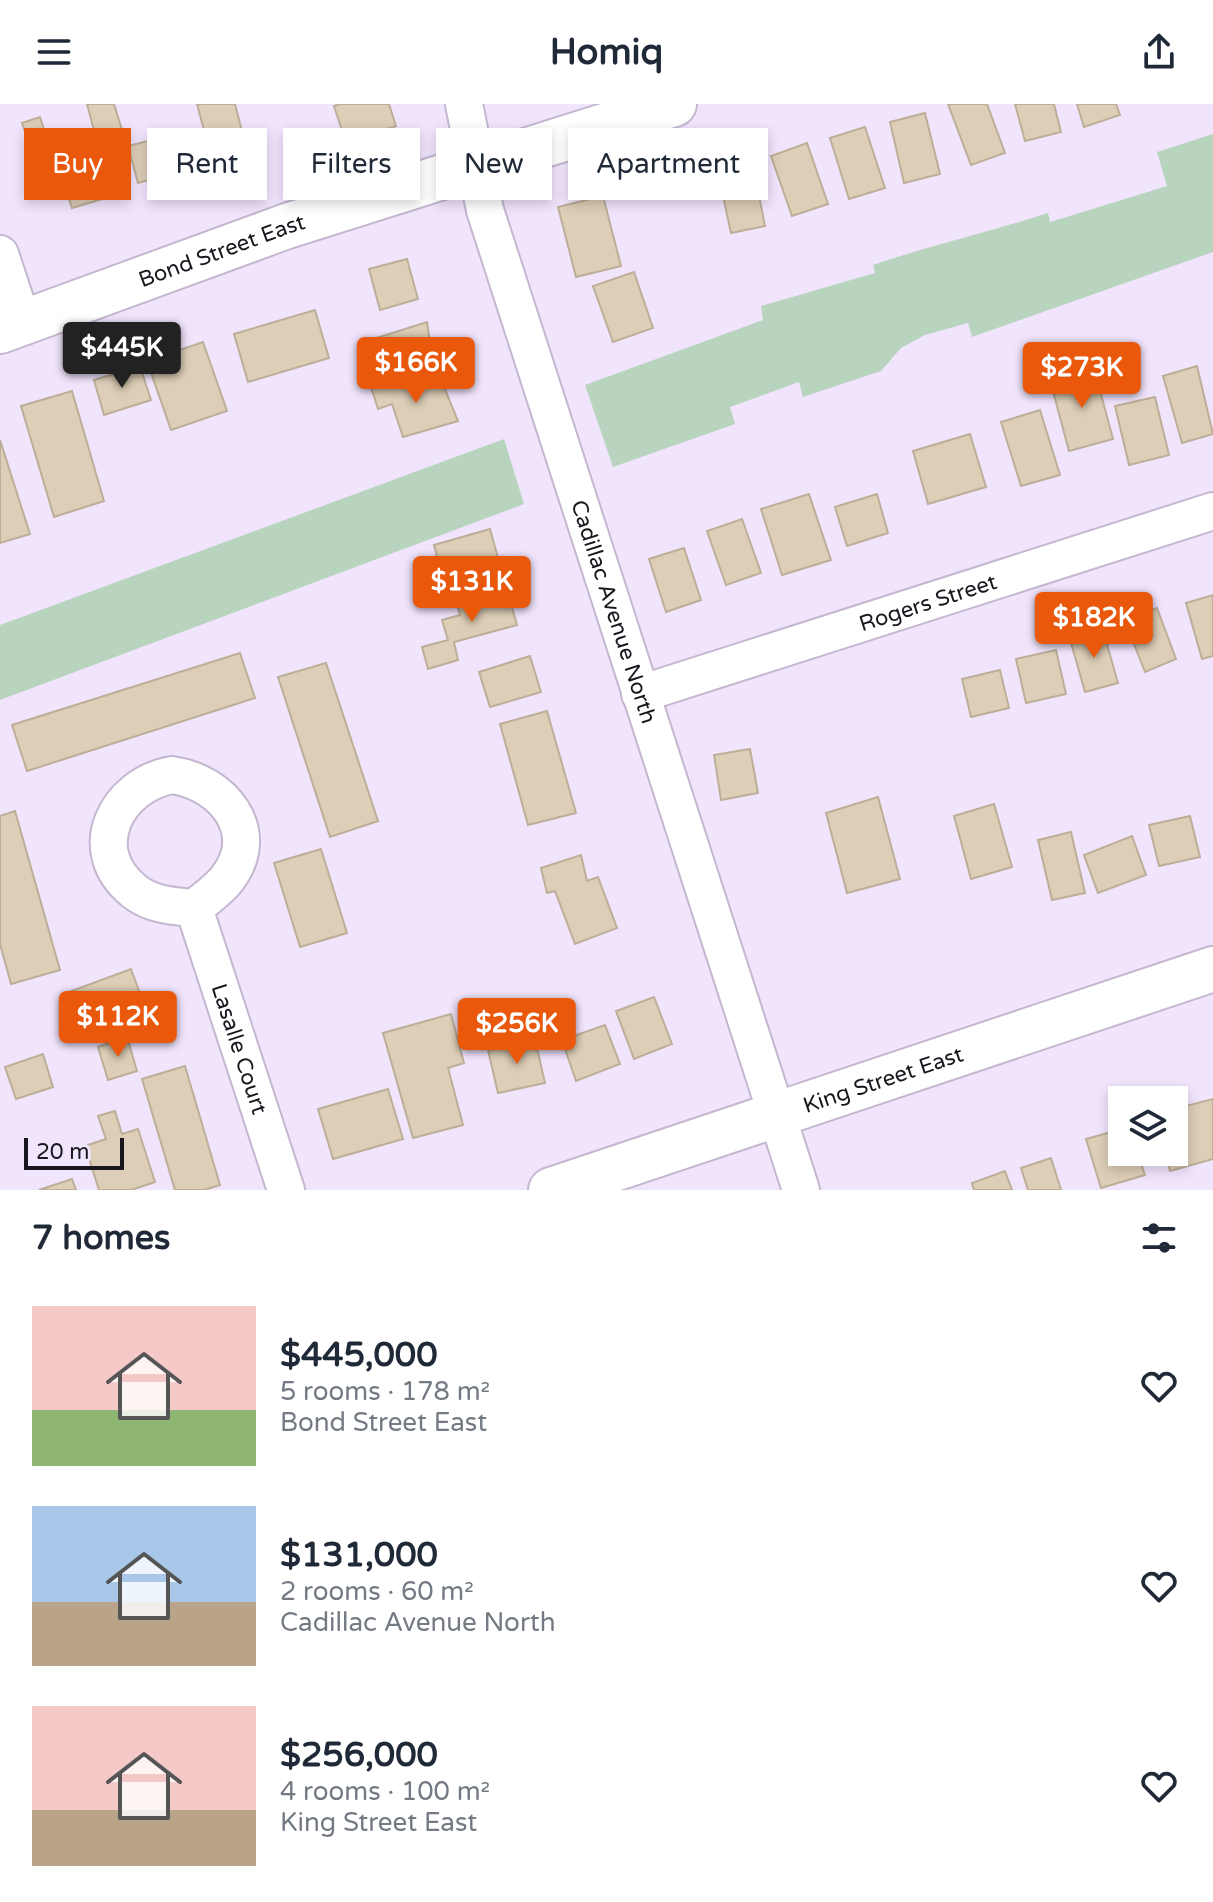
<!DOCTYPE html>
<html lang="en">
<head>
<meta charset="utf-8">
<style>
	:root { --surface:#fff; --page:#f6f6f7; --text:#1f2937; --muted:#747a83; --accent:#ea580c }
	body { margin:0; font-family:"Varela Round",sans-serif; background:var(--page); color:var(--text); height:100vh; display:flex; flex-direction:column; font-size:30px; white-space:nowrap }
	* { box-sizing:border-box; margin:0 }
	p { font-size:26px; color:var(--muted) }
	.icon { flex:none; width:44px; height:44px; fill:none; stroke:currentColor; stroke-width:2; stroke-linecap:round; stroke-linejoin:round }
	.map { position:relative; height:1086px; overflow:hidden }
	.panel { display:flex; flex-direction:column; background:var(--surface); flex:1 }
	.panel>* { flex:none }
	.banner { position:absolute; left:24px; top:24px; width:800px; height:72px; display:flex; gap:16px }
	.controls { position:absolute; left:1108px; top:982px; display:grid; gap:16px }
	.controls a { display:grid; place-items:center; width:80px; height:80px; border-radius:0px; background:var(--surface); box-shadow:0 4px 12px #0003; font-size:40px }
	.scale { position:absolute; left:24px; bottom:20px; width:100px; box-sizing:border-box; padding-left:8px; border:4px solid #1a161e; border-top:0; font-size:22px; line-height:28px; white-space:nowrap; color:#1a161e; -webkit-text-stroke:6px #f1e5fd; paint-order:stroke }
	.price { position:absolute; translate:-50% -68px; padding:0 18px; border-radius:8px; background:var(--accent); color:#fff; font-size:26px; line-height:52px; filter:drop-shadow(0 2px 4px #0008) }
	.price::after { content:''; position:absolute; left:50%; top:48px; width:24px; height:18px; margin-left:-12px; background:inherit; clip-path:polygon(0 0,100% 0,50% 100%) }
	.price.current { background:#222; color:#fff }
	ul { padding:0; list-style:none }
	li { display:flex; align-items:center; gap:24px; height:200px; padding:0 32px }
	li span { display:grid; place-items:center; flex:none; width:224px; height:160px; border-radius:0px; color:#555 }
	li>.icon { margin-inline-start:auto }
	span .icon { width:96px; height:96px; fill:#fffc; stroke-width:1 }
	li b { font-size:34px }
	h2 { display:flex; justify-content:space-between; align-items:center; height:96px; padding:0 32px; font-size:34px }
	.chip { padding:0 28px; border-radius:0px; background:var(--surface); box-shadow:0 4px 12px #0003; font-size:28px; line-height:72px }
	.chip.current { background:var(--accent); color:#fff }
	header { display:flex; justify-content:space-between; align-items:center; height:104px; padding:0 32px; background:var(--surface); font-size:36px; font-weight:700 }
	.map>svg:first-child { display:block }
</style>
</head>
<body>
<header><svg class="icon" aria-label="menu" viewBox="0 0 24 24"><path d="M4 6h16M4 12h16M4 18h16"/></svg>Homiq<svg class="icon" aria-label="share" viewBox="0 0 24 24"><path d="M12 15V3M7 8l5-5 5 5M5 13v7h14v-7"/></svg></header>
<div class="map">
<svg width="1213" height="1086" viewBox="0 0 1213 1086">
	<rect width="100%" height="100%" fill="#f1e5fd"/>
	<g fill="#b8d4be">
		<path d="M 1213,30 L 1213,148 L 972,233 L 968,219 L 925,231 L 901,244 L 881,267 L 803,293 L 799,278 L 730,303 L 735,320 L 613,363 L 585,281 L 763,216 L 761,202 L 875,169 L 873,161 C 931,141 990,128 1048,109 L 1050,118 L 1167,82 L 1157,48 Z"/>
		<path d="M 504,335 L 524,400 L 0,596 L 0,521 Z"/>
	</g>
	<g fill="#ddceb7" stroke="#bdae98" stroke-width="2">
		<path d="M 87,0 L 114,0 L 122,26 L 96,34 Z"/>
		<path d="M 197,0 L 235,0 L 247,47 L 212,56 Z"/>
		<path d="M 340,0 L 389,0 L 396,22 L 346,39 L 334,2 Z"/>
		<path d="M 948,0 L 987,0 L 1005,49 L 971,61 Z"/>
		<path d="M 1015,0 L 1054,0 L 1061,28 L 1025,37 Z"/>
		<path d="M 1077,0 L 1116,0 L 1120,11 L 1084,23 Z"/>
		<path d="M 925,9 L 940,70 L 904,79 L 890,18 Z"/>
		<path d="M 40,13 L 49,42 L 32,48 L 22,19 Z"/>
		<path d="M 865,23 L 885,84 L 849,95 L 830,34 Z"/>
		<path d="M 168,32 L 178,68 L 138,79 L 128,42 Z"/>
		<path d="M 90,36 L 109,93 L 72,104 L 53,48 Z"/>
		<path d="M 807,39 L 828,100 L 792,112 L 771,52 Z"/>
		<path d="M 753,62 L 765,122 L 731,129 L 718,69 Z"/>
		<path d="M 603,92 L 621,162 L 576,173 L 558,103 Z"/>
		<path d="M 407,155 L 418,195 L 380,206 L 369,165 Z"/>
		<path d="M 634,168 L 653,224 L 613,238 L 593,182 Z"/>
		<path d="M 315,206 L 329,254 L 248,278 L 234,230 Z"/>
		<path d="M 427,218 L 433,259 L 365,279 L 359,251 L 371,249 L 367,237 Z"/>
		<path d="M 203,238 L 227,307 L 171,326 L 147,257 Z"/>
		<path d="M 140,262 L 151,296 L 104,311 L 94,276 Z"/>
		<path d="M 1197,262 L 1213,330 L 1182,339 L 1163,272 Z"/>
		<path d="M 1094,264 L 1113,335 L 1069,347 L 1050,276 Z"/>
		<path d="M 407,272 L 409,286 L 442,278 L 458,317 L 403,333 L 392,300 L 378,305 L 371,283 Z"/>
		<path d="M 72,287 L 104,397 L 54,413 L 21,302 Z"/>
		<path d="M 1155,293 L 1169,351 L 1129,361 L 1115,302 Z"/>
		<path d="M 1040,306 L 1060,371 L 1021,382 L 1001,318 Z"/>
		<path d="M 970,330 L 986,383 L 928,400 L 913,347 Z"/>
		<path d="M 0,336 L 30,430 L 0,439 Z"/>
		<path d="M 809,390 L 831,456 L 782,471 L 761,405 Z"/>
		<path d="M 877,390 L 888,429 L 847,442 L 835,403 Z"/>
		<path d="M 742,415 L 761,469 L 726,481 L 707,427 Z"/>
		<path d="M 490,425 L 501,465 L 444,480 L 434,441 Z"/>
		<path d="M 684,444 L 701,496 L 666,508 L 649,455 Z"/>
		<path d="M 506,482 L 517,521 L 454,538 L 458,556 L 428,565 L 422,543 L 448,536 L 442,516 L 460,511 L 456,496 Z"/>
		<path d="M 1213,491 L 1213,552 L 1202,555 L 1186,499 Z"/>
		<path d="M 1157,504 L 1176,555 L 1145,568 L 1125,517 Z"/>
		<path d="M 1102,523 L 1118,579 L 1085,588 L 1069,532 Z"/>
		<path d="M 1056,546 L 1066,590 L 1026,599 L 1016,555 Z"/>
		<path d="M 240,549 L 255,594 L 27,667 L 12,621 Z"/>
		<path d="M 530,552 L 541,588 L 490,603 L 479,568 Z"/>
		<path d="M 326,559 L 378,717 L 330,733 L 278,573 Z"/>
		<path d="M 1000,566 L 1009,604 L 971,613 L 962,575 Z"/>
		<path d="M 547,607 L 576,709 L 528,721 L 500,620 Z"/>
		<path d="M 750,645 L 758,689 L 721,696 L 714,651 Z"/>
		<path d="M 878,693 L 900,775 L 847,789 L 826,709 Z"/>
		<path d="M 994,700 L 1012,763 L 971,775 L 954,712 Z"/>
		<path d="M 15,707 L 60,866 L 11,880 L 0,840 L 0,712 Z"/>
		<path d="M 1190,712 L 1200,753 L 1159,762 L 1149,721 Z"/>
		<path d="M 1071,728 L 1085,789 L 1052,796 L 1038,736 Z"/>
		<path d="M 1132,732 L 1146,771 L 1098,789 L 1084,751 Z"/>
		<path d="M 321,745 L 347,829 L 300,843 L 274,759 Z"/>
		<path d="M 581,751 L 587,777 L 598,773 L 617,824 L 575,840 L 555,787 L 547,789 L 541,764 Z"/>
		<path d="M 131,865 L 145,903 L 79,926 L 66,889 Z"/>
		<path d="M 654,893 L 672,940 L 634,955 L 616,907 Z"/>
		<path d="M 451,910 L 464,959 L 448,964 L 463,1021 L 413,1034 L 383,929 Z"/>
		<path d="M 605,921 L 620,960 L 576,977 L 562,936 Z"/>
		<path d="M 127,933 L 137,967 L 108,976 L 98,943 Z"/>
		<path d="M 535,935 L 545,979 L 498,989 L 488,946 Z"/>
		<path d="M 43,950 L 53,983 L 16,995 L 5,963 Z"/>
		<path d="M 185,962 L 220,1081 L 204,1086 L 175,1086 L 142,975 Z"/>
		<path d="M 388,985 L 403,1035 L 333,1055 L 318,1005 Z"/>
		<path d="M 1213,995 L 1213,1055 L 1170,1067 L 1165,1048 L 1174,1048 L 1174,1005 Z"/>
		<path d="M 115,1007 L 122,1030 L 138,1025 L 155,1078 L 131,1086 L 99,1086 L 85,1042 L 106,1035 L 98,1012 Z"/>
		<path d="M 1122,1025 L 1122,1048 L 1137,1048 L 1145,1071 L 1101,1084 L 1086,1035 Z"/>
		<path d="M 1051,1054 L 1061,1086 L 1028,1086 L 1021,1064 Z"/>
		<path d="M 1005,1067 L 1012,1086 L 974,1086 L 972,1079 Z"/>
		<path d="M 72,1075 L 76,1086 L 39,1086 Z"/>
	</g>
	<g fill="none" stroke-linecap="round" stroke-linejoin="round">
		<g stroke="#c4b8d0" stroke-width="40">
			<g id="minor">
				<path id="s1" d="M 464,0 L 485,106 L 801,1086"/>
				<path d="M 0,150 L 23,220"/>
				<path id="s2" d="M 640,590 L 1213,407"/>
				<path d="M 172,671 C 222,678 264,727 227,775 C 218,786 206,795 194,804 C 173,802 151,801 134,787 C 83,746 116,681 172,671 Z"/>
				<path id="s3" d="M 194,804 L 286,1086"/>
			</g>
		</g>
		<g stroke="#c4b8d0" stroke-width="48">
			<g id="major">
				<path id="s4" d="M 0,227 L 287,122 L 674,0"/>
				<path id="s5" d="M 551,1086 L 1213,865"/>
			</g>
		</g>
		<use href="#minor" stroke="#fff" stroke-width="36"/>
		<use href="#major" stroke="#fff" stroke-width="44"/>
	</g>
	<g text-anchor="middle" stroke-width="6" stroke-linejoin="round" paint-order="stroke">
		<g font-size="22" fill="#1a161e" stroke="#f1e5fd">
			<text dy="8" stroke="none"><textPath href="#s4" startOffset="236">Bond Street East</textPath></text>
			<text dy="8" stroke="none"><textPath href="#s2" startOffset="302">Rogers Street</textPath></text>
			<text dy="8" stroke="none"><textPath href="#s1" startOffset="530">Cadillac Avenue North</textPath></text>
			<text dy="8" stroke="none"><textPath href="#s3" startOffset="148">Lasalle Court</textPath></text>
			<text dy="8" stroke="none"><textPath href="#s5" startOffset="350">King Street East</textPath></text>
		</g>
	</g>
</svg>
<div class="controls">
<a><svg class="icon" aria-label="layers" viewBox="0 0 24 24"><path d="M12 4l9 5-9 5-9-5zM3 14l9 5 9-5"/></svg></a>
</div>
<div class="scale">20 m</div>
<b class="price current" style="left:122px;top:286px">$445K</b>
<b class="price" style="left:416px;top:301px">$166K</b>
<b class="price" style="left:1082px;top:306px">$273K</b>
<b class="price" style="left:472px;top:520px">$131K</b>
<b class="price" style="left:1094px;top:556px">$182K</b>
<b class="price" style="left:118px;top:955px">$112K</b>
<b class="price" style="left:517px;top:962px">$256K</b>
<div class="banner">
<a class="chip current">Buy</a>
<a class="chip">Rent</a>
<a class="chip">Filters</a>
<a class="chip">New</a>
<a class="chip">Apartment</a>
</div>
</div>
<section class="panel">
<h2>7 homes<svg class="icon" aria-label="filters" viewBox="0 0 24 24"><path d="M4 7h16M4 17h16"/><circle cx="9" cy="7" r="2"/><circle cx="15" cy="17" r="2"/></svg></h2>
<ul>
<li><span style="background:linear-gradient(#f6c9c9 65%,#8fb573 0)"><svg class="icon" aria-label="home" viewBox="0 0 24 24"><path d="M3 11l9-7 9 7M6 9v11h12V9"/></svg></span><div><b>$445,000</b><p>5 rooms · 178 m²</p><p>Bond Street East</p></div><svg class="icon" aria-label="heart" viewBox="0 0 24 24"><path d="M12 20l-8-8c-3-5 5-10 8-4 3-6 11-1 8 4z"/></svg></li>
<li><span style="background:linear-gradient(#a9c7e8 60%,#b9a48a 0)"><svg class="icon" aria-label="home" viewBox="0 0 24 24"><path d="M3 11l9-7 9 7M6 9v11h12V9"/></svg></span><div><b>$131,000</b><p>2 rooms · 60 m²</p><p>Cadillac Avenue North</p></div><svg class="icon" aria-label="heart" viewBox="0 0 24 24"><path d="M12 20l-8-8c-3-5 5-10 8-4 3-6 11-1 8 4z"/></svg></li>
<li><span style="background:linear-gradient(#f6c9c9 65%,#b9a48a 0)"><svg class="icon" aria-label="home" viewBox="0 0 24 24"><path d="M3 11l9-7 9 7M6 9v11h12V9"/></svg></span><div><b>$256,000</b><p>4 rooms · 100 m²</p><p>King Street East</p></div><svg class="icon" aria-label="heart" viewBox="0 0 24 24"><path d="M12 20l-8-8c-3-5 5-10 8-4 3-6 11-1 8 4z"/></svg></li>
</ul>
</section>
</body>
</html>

....

Every line from the top of the records above to the line with "position:relative; height:1086px; overflow:hidden", inclusive, should be duplicated exactly, minus the pictures.

### Result of this exercise:
<!DOCTYPE html>
<html lang="en">
<head>
<meta charset="utf-8">
<style>
	:root { --surface:#fff; --page:#f6f6f7; --text:#1f2937; --muted:#747a83; --accent:#ea580c }
	body { margin:0; font-family:"Varela Round",sans-serif; background:var(--page); color:var(--text); height:100vh; display:flex; flex-direction:column; font-size:30px; white-space:nowrap }
	* { box-sizing:border-box; margin:0 }
	p { font-size:26px; color:var(--muted) }
	.icon { flex:none; width:44px; height:44px; fill:none; stroke:currentColor; stroke-width:2; stroke-linecap:round; stroke-linejoin:round }
	.map { position:relative; height:1086px; overflow:hidden }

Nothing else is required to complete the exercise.